After several years of using several techniques to determine the position and speed of ships, British mathematician Edmund Gunter developed a new quadrant for defining maritime latitudes. We succeeded in improving navigational instruments, including Günther, who argued that lines of latitude could be used as the basis for distance measurement units. His Eratosthenes and his successors had already determined the circumference of the Earth and were helping other mathematicians to build on it. Günther proposed the nautical mile as one minute or one-sixtieth (1/60) of latitude (1 degree is 1/360 of a circle, and 1 minute is 1/21600 of a circle). Using the Earth’s circumference measured by Dutch scientist Willebrord Sunellius, also known as Snell, he estimated it to be 24,630 Roman miles or 24,024 statute miles. Günther defined a nautical mile as 6,080 feet (1,853 meters); H. His one arc minute longitude at 48 degrees north latitude. 

Developments

Despite several decades of these developments, there was no uniform definition of the nautical mile, with different countries adopting different definitions until 1929. In 1929, the first International Extraordinary Hydrographic Conference in Monaco recognized that the international nautical mile was exactly 6,076 feet (1,852 feet). Meter). This standard definition of nautical mile used is accepted by the International Hydrographic Organization and the International Bureau of Weights and Measures. US measurements were based on the Clark Ellipsoid of 1866, and based on this calculation, one nautical mile was 6080.

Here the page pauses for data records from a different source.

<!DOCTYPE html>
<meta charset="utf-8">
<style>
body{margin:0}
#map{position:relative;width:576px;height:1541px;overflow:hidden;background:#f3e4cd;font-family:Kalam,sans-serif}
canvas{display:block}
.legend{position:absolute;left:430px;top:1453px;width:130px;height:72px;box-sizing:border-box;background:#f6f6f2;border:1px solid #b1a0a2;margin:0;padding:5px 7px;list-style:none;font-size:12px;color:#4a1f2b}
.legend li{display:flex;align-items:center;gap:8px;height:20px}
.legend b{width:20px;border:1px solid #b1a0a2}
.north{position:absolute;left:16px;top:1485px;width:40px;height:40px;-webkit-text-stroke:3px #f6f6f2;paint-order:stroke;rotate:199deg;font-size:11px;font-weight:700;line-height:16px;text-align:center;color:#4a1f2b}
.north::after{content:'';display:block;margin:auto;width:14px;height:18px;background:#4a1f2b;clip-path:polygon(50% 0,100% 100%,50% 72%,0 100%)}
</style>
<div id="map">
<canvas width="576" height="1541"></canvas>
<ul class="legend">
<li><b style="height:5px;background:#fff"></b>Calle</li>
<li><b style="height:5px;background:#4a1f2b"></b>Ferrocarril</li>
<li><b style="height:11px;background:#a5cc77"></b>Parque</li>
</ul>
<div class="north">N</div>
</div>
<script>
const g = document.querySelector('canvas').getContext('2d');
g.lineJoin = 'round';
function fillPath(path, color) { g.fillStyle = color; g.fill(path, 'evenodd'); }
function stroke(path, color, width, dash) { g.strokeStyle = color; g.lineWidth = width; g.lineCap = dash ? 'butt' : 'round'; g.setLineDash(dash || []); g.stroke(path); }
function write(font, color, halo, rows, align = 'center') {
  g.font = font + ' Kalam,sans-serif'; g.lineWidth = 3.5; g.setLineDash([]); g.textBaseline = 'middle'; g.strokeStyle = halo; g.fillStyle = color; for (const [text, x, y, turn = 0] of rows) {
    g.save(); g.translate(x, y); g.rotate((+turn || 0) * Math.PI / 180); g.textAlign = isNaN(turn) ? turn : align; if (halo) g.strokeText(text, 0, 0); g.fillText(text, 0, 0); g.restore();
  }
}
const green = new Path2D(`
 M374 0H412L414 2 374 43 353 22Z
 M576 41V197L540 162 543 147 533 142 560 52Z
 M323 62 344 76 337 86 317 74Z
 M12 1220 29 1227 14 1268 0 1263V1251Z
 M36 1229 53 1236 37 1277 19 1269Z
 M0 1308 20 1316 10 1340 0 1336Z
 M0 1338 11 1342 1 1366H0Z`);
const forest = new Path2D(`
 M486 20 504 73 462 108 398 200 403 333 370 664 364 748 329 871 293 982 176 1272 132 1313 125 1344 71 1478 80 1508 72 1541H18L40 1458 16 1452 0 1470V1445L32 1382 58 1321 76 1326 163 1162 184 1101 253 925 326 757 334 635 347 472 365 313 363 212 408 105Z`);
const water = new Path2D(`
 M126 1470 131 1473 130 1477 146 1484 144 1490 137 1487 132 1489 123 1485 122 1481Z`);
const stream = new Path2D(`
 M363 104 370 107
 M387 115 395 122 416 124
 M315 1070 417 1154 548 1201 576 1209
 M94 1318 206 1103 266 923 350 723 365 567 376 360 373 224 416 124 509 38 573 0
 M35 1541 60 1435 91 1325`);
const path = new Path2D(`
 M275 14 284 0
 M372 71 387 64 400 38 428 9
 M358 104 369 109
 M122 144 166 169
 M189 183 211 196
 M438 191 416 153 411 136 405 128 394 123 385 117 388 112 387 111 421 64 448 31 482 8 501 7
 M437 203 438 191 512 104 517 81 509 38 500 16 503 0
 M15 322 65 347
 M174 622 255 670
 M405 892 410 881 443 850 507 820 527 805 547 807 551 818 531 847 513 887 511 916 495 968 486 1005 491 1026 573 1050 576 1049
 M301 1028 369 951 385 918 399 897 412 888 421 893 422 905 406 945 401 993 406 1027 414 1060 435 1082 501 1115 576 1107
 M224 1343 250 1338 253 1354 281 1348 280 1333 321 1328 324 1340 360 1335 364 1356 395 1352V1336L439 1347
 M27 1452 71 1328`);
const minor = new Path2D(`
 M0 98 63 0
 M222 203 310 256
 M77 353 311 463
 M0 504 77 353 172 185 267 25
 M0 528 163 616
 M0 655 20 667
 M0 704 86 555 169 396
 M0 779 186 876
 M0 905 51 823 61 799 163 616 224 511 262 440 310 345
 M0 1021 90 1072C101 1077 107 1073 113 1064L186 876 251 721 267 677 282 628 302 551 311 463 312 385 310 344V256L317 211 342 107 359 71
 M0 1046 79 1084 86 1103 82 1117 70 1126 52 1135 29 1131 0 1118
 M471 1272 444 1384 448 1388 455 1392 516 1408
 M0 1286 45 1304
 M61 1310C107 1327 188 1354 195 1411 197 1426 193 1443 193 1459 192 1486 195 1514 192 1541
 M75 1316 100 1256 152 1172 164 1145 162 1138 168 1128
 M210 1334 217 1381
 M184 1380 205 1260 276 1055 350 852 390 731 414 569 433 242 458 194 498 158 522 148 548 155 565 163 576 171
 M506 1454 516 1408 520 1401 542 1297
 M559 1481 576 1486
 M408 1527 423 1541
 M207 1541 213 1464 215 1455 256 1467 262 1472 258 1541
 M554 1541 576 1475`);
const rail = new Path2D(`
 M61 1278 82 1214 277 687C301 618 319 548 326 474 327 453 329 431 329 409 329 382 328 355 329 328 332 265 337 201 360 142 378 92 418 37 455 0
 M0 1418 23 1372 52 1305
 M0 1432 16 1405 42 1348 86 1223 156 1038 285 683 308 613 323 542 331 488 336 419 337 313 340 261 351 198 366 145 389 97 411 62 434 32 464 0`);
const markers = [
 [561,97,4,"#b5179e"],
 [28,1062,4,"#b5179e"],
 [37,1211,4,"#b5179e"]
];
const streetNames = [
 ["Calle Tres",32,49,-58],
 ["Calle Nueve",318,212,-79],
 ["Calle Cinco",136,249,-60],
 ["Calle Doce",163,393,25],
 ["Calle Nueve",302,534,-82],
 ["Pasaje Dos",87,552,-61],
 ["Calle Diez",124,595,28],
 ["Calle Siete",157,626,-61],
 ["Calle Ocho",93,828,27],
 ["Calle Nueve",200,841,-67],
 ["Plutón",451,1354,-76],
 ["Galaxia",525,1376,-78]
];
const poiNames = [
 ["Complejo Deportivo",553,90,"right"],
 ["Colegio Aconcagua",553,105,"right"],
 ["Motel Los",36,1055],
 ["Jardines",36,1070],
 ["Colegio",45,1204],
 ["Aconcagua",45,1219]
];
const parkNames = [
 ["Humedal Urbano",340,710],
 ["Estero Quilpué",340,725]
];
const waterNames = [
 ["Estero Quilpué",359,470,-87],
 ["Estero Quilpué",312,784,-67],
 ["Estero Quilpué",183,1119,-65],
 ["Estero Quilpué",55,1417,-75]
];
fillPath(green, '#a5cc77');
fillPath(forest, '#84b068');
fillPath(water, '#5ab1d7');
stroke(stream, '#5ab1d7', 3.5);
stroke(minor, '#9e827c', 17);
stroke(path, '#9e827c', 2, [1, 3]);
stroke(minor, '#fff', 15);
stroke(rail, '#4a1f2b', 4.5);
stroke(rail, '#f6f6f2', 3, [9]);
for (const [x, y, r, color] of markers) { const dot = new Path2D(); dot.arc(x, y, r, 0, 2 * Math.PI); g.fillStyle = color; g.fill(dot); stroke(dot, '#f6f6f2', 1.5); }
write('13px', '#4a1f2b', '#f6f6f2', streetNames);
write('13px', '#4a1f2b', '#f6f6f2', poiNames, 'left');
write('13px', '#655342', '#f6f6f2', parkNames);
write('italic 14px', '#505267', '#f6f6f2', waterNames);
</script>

Twenty feet (1,853 meters). Similarly, the British defined nautical miles based on knots, a unit of speed measured by pulling a knotted line. A knot was, therefore, defined as one nautical mile and one nautical mile was equivalent to 6,080 feet (1853.18 meters). However, the United States and Britain abandoned that definition in his 1954 and 1970 and accepted the international measurement of the nautical mile. Meanwhile, the origin of the term knot dates back to the 17th century, when sailors used a device called a “common log” to measure the speed of a ship. 

Common Log

A common log was a device consisting of a wedge-shaped piece of wood and a pulley with equally spaced knots speedattached to the piece of wood. While sailing, a piece of wood was lowered from the stern and left floating for a certain period of time, and the line was allowed to run freely from the spool while the piece of wood was floating.   

After a while, the line was retracted, and the sailors measured the speed of the ship by counting the number of knots speedin the rope between the ship and the forest.Sailors took frequent average measurements throughout her day to measure the ship’s speed. Advanced technology is used to obtain knot measurements using mechanical towing equipment, Doppler radar, and GPS.

Nautical Miles and Knot Calculations

The nautical chart becomes one of the essential elements on the outside of the ship as soon as she sets sail. A fixed relationship between distance, speed, and time helps sailors calculate the distance a ship is expected to travel in a given amount of time. The formula used by sailors is 60 x D = S x T,  expressed as 60D = ST.